══ INPUT RECORDS

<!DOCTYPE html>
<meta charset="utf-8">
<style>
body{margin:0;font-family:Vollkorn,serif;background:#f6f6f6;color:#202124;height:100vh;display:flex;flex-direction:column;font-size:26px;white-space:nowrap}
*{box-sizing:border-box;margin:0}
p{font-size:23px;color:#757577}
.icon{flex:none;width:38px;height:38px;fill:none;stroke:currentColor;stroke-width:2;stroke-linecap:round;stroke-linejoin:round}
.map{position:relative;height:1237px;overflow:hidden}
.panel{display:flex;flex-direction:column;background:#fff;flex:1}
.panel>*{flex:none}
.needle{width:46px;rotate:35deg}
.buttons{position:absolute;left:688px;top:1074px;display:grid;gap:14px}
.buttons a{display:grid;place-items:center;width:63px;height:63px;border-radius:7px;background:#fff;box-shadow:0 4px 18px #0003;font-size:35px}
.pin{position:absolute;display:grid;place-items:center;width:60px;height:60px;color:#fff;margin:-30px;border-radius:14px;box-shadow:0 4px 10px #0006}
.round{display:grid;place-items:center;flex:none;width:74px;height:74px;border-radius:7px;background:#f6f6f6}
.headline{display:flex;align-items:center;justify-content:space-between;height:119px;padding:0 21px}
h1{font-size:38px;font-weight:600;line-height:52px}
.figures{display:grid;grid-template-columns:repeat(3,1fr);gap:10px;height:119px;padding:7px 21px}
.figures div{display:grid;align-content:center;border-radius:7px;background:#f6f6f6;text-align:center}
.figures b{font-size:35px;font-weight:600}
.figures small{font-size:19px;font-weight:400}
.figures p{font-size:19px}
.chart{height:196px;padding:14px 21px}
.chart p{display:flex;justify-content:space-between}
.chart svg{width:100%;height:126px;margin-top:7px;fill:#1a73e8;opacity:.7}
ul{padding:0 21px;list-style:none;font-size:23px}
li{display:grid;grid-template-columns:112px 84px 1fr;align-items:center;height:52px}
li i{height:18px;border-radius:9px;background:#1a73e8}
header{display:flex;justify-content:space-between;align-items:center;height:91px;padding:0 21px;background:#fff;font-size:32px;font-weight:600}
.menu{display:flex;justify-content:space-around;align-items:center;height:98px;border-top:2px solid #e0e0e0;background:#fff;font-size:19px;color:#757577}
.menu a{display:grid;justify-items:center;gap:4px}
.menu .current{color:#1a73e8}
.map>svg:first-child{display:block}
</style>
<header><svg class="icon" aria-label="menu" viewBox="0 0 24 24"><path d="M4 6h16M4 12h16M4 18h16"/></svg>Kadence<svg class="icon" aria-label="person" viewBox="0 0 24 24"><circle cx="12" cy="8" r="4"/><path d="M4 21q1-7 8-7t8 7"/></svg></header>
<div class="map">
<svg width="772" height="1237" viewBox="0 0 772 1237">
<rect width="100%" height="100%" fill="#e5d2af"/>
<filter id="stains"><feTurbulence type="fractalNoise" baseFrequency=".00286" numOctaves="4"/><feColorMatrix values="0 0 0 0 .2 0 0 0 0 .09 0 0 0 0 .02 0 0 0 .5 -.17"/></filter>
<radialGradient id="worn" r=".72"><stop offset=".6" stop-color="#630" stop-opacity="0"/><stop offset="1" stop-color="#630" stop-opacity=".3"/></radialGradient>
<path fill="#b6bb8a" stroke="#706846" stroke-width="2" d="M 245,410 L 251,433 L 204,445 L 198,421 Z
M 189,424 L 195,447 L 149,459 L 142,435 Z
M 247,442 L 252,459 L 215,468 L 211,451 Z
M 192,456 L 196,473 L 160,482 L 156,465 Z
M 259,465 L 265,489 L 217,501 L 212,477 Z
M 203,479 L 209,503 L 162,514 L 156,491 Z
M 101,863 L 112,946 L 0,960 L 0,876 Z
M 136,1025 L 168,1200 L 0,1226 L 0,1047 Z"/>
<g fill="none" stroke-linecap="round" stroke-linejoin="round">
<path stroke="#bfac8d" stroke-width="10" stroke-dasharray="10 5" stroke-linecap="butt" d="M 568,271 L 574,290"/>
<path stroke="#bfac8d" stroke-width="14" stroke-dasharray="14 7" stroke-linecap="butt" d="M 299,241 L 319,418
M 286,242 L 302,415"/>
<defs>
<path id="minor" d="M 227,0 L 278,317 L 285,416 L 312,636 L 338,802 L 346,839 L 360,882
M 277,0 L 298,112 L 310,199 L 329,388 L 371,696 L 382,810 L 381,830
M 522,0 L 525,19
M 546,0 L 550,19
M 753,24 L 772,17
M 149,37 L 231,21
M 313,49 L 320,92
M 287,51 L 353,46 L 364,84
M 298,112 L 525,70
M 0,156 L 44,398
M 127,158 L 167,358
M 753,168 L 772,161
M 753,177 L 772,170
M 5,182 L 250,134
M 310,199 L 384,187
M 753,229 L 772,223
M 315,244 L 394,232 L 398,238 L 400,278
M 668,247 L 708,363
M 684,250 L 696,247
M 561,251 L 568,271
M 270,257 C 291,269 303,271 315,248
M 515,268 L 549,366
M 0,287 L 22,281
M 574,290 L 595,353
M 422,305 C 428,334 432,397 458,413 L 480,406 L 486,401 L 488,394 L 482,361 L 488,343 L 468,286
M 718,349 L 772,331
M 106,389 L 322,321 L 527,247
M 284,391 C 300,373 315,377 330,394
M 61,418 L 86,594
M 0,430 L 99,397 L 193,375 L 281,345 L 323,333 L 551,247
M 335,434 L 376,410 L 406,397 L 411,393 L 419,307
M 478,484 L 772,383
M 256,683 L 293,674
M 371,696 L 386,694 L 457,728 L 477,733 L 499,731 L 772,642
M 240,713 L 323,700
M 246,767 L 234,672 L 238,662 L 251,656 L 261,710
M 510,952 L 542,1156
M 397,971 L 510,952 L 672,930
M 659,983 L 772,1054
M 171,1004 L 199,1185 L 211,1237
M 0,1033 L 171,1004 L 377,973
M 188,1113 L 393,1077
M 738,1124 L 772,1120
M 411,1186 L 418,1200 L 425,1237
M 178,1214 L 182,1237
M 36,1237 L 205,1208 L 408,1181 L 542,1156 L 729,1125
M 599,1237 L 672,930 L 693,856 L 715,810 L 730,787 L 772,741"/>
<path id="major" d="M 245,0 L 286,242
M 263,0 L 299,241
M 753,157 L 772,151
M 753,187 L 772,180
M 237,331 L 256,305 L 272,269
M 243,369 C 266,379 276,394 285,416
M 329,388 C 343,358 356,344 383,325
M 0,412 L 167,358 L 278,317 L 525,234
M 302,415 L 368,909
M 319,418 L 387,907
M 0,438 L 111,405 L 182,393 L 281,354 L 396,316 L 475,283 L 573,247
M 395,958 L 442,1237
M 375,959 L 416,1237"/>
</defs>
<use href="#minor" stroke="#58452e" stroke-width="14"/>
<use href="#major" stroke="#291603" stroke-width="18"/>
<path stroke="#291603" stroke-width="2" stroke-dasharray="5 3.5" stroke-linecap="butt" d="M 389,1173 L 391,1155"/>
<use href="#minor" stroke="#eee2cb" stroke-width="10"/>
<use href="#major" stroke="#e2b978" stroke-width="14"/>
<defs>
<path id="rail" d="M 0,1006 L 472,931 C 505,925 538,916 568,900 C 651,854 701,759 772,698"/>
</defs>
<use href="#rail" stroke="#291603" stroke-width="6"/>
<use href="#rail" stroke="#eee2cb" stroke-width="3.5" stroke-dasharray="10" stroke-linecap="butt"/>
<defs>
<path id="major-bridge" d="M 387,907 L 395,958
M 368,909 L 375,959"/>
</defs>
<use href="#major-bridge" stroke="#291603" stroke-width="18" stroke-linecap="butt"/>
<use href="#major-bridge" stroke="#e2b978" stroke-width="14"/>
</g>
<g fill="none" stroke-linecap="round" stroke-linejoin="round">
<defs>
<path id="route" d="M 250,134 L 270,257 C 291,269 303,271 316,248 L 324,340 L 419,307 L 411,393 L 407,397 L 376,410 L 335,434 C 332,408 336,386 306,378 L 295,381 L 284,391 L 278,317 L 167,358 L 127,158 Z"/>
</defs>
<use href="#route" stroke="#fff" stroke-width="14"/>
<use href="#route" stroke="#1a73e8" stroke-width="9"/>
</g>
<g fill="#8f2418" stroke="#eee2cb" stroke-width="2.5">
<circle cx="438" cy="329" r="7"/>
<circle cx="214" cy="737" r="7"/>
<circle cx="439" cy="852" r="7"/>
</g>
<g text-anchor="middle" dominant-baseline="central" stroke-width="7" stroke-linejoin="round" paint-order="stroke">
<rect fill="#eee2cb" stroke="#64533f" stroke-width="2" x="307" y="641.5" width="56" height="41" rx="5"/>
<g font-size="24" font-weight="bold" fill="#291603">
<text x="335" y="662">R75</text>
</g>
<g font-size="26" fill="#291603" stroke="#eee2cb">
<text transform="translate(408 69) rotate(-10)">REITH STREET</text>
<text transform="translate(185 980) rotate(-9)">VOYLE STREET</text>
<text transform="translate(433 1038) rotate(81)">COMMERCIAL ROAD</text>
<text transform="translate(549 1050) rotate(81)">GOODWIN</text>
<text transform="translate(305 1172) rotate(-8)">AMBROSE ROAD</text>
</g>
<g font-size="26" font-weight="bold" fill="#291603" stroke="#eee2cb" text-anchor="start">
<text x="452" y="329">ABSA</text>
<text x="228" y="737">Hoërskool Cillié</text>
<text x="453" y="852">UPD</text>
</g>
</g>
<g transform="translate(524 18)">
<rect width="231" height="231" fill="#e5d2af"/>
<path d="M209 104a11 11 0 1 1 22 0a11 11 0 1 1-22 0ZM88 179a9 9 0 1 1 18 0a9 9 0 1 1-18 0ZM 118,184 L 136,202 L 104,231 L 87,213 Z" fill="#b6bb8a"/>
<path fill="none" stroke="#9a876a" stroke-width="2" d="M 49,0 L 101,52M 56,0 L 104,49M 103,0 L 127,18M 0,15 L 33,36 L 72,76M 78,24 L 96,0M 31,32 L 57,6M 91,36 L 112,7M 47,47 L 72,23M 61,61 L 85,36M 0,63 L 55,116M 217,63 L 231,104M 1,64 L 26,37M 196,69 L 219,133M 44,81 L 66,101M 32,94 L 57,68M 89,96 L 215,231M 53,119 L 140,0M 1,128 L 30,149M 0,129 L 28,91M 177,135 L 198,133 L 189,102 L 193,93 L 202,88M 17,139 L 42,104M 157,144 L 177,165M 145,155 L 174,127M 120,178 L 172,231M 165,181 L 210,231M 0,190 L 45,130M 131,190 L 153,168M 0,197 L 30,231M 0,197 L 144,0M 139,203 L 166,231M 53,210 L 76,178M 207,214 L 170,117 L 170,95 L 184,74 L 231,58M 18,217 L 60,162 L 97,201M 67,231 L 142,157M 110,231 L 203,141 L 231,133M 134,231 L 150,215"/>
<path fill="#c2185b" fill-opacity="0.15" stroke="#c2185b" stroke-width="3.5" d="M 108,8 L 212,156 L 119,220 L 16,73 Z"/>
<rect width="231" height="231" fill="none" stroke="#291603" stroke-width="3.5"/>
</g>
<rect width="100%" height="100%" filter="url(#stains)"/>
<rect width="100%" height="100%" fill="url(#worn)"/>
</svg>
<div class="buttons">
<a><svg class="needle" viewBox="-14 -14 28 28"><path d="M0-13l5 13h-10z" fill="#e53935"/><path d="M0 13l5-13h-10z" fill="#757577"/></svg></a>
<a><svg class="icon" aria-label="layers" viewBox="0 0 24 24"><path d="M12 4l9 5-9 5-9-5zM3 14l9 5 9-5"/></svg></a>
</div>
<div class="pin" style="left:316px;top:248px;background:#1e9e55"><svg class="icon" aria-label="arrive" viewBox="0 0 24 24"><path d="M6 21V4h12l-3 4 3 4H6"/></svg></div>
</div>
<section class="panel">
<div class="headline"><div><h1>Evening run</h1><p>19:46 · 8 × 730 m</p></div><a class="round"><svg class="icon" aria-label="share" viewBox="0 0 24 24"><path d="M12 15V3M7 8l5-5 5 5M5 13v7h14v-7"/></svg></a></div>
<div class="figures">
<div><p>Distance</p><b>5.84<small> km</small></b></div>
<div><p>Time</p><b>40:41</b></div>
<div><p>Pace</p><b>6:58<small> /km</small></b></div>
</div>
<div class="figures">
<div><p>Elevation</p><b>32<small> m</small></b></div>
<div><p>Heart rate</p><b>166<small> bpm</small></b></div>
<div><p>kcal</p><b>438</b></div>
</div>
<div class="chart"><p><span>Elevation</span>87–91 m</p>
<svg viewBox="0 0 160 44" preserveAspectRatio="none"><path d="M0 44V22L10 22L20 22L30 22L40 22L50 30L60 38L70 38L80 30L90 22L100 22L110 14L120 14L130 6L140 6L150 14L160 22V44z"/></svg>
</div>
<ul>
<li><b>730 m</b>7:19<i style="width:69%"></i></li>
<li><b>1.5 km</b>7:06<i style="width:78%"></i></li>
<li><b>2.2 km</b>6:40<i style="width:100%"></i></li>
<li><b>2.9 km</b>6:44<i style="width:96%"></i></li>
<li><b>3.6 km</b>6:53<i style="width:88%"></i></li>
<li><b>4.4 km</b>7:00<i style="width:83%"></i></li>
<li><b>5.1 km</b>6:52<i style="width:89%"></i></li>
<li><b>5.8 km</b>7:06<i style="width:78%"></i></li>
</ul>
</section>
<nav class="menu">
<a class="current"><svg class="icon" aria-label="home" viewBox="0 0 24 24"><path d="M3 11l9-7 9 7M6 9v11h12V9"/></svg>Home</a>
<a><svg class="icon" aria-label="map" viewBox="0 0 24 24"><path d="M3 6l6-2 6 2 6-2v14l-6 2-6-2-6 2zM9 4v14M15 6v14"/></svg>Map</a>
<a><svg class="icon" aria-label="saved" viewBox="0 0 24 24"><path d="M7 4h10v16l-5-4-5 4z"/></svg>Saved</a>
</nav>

════
══ INPUT RECORDS

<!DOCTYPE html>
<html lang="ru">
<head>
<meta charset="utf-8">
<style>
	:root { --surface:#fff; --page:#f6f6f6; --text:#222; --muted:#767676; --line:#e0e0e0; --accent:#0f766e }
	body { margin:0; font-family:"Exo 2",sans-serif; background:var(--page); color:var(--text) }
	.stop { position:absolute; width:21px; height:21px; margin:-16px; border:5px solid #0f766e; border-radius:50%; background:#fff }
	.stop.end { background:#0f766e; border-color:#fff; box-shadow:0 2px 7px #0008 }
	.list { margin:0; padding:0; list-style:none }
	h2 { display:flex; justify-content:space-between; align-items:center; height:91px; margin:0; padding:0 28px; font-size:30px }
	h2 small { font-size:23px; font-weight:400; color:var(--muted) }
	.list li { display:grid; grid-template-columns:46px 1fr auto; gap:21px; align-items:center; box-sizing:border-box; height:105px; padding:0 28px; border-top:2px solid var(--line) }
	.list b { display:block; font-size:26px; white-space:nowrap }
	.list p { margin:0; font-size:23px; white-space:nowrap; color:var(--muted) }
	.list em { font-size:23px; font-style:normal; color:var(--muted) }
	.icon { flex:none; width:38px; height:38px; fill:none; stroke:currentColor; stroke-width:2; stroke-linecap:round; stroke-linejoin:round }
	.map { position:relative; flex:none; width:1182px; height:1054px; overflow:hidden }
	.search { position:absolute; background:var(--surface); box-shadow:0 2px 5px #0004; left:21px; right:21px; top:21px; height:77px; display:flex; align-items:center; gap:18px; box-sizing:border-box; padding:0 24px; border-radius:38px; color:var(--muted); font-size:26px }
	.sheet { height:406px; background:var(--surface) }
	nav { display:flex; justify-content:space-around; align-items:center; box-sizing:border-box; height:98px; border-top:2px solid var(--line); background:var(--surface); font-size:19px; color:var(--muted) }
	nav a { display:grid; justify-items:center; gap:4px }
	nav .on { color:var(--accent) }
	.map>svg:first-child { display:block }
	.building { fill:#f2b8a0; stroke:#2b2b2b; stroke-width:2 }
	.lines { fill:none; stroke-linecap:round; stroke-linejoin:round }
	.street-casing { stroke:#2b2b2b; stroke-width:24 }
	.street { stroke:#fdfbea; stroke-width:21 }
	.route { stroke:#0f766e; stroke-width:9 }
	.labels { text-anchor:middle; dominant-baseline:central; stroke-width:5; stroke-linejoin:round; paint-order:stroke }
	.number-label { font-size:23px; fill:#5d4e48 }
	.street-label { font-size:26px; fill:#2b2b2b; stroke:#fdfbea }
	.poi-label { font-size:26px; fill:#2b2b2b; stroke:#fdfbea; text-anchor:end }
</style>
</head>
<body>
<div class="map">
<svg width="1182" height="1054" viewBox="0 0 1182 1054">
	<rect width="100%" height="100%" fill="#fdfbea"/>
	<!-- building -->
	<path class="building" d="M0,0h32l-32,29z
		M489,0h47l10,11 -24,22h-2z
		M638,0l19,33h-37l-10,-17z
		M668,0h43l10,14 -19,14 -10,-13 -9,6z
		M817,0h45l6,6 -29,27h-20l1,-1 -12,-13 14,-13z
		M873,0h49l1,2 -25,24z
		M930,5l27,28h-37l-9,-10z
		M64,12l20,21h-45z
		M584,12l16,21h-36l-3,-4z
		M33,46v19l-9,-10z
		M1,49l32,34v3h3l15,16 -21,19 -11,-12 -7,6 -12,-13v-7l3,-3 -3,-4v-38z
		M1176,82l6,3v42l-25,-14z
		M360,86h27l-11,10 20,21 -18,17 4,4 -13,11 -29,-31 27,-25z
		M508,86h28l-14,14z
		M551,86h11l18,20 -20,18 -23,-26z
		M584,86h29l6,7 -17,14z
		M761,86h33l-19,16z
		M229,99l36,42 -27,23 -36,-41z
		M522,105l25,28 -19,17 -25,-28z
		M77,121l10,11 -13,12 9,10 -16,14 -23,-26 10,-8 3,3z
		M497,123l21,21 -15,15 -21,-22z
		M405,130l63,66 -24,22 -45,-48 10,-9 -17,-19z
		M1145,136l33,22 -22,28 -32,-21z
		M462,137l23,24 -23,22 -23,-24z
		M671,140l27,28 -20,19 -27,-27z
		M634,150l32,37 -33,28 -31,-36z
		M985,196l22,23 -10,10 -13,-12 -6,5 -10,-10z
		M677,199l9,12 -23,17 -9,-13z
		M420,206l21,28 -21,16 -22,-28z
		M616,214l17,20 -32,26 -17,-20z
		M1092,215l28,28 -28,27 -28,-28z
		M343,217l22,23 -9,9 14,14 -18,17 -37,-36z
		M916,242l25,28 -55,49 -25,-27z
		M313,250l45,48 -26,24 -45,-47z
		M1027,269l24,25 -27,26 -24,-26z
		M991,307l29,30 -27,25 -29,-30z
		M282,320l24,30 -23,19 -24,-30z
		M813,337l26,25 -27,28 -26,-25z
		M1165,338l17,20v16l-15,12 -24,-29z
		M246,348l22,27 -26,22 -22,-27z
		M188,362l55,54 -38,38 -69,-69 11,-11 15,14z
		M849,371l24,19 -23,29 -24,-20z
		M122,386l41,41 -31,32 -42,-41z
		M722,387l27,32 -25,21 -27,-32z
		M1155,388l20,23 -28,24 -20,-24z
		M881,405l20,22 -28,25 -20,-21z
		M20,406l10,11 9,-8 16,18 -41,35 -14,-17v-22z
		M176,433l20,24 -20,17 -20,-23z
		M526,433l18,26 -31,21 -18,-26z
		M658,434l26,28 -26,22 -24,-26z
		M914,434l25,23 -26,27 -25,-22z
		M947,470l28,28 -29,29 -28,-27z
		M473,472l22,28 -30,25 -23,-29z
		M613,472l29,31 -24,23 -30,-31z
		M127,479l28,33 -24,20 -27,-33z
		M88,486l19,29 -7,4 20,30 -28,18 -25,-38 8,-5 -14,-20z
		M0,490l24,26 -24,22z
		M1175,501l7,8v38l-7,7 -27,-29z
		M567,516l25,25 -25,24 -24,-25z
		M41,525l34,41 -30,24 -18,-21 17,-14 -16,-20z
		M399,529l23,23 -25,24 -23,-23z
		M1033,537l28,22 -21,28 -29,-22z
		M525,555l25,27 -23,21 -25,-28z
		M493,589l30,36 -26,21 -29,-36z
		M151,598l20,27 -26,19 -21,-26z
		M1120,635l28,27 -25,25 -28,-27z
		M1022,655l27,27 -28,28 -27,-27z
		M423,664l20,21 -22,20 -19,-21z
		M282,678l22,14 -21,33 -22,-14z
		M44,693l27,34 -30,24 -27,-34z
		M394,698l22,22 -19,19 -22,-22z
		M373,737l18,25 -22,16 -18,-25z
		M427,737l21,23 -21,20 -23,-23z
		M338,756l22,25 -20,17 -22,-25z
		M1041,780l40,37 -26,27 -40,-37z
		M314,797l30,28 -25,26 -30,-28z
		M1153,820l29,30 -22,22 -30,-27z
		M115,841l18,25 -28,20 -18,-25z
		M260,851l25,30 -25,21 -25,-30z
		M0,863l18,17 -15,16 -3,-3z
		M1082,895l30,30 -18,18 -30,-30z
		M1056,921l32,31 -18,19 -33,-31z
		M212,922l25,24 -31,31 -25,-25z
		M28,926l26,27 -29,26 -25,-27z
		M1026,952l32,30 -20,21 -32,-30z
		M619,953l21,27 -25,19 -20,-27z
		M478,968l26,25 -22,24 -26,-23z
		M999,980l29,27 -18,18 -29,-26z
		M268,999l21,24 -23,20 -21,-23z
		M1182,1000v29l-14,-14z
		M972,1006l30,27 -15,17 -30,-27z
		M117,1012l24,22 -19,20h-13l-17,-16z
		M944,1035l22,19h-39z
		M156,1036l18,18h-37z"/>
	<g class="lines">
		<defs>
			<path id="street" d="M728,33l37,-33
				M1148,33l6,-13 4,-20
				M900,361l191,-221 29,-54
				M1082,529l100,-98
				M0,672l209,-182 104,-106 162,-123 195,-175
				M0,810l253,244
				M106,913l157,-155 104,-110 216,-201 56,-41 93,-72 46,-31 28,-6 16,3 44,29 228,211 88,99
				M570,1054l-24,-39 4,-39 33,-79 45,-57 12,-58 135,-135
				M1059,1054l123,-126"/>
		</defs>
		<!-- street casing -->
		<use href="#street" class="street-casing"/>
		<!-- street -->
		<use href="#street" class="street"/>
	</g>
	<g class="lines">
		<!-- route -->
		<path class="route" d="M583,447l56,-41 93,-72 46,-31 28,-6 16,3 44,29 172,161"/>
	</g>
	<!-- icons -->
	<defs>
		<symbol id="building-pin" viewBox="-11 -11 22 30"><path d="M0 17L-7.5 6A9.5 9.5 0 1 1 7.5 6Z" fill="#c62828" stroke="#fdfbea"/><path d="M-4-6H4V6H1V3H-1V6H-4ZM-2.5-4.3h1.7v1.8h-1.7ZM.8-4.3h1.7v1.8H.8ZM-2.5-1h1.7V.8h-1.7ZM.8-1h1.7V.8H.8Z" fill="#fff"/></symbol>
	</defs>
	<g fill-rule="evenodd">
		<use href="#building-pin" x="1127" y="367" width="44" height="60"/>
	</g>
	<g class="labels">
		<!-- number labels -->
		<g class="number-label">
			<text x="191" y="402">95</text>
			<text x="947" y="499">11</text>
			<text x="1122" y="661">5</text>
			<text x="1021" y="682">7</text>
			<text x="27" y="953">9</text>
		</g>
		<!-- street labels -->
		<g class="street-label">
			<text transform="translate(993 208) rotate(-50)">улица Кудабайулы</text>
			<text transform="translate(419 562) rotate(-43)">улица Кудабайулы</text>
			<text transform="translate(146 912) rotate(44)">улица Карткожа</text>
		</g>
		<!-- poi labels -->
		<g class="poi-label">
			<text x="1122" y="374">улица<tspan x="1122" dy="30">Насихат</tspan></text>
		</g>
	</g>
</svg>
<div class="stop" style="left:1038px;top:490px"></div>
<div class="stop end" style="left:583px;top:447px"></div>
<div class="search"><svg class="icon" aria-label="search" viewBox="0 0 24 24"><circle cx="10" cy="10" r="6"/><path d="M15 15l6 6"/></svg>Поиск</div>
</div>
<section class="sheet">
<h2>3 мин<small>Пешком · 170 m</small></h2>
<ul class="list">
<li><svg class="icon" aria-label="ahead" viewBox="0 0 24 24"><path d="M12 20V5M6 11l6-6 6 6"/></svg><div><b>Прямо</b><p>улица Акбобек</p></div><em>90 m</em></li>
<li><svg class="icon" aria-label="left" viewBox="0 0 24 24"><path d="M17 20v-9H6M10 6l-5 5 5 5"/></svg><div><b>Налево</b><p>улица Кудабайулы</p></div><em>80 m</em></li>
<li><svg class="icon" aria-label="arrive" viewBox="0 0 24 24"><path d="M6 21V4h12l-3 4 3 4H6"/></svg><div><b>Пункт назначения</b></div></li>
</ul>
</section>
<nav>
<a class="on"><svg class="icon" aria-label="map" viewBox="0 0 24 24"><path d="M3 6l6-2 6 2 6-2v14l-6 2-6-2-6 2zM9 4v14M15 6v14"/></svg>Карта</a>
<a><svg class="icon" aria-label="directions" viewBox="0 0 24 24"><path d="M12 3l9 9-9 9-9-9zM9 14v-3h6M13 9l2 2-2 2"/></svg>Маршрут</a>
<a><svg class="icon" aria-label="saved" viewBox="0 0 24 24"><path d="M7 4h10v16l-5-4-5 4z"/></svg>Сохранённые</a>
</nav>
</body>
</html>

════

_WORK TASK:_ Which lines of the records above contain the word "html"? Report each one.

_TASK RESULT:_
<!DOCTYPE html>
<!DOCTYPE html>
<html lang="ru">
</html>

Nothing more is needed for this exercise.